The year 2023 was the hottest year in NASA’s record, continuing a trend of...

NASA Climate Change 2 years ago

The year 2023 was the hottest year in NASA’s record, continuing a trend of warming global temperatures. Our record is calculated from millions of measurements from thousands of weather stations, ships and ocean buoys, and Antarctic research stations. It uses data starting in 1880, when coverage made it possible to reliably estimate global temperature. Despite 2023 being the globally hottest year, individual locations may not have experienced a record-warm year. However, the effects of our changing climate are felt around the globe, with record droughts, shifting fire seasons, and sudden, intense precipitation events. With more than 20 spacecraft and thousands of researchers studying Earth systems and the impacts of rising global temperatures, we’re helping people prepare for life on Earth now and in the future. Next month, we’re launching a new satellite, PACE, to add yet another dimension to our view of Earth and the climate. Credit: NASA/Kathleen Gaeta #Earth #NASA #Climate #ClimateChange #GlobalWarming #Science

layersDaily Sustainability Digest

Published about 3 hours ago



Water is emerging as the critical constraint shaping sustainable construction and urban development. A United Nations warning of “water bankruptcy” positions scarcity as a core determinant of sustainable building design, forcing developers to integrate hydrological data into every feasibility study. Growth strategies in arid regions are now being rebuilt around circular economy in construction principles—combining closed-loop water systems, onsite reuse, and lifecycle assessment to ensure resilience in resource-constrained environments. The shift highlights the rise of life cycle thinking in construction, where water efficiency aligns with carbon footprint reduction and long-term life cycle cost outcomes.

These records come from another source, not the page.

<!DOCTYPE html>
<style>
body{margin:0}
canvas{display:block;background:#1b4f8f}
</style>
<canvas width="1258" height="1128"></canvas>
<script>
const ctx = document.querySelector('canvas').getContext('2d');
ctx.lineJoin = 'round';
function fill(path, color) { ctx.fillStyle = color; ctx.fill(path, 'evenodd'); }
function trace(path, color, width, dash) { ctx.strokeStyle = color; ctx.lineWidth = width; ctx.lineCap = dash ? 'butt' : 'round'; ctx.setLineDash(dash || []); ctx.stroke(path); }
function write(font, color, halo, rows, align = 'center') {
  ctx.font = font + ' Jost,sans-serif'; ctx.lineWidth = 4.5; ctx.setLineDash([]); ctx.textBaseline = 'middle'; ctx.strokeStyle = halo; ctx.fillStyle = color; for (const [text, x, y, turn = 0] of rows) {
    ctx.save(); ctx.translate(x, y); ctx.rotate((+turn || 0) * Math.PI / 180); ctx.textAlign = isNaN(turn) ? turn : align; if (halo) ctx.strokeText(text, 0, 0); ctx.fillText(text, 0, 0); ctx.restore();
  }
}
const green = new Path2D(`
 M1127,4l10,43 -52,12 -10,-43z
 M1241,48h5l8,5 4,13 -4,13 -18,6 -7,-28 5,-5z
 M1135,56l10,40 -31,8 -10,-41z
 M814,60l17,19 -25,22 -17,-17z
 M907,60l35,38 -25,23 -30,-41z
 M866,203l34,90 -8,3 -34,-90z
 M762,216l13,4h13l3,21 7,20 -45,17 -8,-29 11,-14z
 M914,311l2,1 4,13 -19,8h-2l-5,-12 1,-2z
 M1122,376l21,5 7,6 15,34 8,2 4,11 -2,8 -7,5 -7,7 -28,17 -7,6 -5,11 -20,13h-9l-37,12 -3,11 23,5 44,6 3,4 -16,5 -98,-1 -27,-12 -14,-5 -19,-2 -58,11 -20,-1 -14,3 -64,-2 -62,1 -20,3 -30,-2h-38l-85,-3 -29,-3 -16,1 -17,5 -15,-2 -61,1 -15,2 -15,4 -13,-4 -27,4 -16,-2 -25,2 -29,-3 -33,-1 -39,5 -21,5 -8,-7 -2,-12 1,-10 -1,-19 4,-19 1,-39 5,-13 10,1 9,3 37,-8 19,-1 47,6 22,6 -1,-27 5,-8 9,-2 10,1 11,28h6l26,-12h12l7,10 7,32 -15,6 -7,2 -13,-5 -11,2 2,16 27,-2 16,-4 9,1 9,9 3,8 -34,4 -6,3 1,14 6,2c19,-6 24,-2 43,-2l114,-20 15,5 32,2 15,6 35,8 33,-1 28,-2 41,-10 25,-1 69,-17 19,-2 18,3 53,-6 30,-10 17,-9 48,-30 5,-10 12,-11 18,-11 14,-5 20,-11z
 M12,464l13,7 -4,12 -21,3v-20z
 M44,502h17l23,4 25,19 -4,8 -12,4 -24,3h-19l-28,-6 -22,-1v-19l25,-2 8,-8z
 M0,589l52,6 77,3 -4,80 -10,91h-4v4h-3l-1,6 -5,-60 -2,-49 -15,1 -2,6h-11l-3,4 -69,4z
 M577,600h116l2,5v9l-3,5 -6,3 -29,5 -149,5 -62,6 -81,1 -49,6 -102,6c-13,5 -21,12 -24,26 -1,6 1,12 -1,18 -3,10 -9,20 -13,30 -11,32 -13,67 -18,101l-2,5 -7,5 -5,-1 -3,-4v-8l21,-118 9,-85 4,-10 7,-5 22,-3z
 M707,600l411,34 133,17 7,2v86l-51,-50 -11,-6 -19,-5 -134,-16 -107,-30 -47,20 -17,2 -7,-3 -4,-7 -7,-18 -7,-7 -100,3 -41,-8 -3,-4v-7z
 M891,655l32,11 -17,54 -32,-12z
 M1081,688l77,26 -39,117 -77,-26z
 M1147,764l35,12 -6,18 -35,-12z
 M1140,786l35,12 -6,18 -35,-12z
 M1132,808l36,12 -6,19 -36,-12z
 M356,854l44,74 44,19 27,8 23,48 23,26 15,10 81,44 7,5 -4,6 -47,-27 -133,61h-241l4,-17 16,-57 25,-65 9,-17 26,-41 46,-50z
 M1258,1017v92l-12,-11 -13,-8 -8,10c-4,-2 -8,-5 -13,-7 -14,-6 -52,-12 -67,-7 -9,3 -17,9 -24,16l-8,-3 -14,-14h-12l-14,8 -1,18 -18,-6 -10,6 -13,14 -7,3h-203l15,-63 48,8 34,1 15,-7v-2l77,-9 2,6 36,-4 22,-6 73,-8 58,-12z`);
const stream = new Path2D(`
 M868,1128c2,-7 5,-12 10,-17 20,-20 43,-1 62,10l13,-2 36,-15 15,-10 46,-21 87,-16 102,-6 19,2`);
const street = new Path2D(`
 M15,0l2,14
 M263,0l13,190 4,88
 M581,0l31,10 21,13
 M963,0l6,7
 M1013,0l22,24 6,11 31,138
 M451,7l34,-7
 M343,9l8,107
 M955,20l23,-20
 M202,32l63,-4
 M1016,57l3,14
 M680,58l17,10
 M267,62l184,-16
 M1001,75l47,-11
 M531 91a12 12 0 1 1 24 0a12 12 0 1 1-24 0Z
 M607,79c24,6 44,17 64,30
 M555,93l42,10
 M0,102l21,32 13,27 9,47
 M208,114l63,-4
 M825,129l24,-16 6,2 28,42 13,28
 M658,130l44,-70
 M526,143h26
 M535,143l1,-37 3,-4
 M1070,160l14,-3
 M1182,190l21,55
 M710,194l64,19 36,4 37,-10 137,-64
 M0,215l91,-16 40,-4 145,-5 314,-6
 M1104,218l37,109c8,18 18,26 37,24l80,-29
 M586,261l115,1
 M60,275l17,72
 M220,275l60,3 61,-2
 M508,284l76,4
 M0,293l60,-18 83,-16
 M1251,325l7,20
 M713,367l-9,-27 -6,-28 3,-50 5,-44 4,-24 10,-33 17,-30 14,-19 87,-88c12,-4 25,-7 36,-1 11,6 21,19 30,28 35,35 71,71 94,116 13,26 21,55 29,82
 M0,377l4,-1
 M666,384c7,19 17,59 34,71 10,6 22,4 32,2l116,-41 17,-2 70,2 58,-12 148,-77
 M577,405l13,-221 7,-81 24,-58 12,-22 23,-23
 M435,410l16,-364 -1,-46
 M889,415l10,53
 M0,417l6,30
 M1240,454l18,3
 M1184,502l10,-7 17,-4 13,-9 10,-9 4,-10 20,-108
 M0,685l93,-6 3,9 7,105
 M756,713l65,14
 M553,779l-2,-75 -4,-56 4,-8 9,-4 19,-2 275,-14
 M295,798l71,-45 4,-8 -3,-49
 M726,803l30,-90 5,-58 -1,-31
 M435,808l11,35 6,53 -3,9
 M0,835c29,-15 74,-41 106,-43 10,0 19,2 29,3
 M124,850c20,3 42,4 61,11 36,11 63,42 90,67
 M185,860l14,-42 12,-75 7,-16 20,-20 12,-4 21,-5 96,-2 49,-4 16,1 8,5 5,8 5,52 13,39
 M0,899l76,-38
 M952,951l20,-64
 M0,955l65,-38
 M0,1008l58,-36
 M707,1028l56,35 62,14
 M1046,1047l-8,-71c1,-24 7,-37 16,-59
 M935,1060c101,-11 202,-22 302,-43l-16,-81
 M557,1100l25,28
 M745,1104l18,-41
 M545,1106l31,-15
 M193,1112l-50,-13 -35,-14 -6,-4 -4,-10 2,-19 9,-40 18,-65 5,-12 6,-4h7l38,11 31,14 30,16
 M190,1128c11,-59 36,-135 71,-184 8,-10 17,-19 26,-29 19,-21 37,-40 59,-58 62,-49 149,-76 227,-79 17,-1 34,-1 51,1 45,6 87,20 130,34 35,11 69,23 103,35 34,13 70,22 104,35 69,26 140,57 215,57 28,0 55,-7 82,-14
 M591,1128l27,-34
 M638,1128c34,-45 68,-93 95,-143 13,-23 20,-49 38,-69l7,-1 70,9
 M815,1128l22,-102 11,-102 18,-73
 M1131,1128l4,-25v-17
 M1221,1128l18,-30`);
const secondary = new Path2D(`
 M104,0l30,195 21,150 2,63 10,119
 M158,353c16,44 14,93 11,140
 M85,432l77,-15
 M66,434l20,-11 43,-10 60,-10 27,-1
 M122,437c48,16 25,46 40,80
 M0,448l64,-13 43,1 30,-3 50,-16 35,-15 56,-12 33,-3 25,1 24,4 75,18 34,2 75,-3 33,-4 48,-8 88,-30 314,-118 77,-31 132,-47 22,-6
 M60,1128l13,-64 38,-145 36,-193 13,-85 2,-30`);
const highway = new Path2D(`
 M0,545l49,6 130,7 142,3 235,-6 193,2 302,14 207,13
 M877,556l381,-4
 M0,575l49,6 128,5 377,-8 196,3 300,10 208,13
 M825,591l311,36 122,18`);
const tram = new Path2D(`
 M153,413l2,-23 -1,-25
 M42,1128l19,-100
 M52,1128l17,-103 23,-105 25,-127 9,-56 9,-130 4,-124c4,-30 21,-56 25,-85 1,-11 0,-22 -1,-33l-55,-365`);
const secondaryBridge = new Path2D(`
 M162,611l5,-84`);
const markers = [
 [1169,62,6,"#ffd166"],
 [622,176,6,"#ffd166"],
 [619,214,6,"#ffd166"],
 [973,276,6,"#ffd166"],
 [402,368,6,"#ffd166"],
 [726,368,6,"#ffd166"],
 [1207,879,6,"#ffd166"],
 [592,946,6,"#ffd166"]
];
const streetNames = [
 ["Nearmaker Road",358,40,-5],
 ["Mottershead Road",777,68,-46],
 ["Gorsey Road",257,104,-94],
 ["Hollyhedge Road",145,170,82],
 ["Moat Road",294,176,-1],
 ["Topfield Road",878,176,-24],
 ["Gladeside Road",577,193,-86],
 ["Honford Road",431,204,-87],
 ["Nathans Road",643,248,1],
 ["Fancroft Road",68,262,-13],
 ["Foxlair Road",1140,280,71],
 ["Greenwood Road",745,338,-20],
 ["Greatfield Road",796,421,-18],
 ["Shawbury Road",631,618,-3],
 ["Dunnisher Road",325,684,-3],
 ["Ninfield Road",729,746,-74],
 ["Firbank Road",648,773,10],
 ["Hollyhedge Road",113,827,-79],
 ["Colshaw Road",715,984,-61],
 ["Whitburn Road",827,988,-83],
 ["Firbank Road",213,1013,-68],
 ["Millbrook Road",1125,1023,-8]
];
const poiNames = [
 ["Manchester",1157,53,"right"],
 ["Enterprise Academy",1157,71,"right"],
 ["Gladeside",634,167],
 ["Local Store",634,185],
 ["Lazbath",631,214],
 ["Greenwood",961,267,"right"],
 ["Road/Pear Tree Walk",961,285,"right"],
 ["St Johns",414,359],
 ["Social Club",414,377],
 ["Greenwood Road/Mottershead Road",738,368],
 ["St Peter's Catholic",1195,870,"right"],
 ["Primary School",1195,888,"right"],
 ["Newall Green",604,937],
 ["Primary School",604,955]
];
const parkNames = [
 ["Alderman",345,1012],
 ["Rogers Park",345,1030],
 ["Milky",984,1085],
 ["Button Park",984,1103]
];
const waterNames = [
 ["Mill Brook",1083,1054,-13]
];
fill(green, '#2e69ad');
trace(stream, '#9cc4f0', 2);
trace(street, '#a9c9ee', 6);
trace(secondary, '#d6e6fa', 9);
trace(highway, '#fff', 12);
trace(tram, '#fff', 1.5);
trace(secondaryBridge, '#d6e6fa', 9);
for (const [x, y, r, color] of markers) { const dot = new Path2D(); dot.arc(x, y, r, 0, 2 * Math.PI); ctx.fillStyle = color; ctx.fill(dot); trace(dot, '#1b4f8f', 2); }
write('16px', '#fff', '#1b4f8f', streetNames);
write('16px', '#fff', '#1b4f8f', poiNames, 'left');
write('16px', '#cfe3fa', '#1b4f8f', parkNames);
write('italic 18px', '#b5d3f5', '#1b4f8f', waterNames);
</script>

Reconstruction in disaster-prone areas is demanding a redefinition of sustainable building practices. Indian townships rebuilding after landslides demonstrate the limits of traditional resilience models. A data-driven approach grounded in environmental sustainability in construction is replacing reactive rebuilding with preventative planning. Projects now value green infrastructure and community-led hazard mitigation as core performance indicators, embedding end-of-life reuse in construction and low-impact construction techniques as benchmarks for sustainable design.

The fragmented global energy transition continues to disrupt the carbon footprint of construction. As the embodied carbon of steel, cement and modular components depends heavily on place of manufacture, procurement teams are pursuing environmental product declarations (EPDs) and low embodied carbon materials to manage embodied carbon in materials more transparently. Contracts increasingly price carbon volatility alongside inflation and currency risk. Design professionals are under growing pressure to evidence net zero whole life carbon performance through rigorous whole life carbon assessment and life cycle cost modelling. This progression marks the industry’s deeper commitment to decarbonising the built environment and achieving carbon neutral construction.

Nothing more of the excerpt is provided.